◆ **Required work**
Output exactly what appears from the line containing "Summarize the content" to the end of the data below, and nothing more.

Items from a dataset
BEGIN

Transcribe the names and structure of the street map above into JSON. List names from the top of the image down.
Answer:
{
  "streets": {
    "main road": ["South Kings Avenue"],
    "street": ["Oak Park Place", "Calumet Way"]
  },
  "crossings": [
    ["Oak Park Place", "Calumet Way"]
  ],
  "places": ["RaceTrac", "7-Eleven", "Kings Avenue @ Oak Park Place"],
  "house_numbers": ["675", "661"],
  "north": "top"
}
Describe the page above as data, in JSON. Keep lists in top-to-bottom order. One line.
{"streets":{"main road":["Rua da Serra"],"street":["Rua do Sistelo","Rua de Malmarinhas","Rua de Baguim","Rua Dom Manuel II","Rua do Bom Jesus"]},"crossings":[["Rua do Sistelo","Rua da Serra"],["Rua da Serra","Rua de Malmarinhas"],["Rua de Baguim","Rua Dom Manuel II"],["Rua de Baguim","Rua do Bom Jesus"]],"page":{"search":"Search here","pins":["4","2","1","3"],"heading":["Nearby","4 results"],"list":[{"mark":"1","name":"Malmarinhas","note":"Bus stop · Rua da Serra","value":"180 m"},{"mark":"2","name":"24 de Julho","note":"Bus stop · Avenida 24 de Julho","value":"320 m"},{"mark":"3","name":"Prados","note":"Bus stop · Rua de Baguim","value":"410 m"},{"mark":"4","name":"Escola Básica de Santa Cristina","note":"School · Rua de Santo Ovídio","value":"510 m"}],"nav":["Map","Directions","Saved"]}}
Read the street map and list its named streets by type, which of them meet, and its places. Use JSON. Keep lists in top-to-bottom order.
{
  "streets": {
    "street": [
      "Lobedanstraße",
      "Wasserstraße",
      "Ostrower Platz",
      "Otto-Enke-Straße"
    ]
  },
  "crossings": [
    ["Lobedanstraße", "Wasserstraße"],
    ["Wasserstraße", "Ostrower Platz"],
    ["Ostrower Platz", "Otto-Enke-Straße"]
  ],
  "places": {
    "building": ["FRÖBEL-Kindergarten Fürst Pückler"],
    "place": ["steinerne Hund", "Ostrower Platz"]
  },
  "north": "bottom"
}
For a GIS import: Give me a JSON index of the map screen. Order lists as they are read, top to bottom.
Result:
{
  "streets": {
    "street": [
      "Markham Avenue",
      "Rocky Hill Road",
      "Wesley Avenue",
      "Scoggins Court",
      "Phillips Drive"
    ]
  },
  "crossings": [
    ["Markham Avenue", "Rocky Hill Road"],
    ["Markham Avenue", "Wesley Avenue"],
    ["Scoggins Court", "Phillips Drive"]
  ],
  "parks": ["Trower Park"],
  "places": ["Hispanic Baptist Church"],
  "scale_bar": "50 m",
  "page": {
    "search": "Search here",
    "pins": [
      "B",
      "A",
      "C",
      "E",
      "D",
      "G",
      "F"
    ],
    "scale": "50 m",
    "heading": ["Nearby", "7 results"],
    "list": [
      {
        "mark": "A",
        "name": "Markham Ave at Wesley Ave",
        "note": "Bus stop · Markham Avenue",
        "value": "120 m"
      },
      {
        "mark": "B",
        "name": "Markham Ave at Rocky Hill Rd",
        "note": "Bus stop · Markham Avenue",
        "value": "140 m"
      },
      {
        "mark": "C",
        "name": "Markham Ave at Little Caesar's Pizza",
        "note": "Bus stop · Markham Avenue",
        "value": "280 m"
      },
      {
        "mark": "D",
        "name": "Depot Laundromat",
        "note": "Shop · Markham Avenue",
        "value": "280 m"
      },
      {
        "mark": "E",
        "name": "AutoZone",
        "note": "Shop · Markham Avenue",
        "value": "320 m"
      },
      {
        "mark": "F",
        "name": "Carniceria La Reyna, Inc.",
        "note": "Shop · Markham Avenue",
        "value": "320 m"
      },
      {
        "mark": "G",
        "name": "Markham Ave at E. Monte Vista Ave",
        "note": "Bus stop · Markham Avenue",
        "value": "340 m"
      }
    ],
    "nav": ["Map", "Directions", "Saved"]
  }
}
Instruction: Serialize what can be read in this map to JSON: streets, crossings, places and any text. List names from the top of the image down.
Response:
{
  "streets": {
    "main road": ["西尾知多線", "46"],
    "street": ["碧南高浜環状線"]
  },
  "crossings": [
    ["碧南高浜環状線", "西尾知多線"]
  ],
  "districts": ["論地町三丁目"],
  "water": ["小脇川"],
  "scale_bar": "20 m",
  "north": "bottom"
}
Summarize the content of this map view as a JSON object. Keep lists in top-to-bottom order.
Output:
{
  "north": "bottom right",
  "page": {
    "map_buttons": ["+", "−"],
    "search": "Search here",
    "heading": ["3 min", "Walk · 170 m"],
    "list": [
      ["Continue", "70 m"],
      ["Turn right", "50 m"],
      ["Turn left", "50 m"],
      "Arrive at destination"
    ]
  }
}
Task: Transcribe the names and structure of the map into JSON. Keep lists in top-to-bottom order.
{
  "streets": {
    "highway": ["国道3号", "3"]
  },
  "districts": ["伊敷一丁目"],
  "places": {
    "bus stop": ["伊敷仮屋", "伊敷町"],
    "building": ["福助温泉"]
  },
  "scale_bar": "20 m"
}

END

◆ **Your solution**
Summarize the content of this map view as a JSON object. Keep lists in top-to-bottom order.
Output:
{
  "north": "bottom right",
  "page": {
    "map_buttons": ["+", "−"],
    "search": "Search here",
    "heading": ["3 min", "Walk · 170 m"],
    "list": [
      ["Continue", "70 m"],
      ["Turn right", "50 m"],
      ["Turn left", "50 m"],
      "Arrive at destination"
    ]
  }
}
Task: Transcribe the names and structure of the map into JSON. Keep lists in top-to-bottom order.
{
  "streets": {
    "highway": ["国道3号", "3"]
  },
  "districts": ["伊敷一丁目"],
  "places": {
    "bus stop": ["伊敷仮屋", "伊敷町"],
    "building": ["福助温泉"]
  },
  "scale_bar": "20 m"
}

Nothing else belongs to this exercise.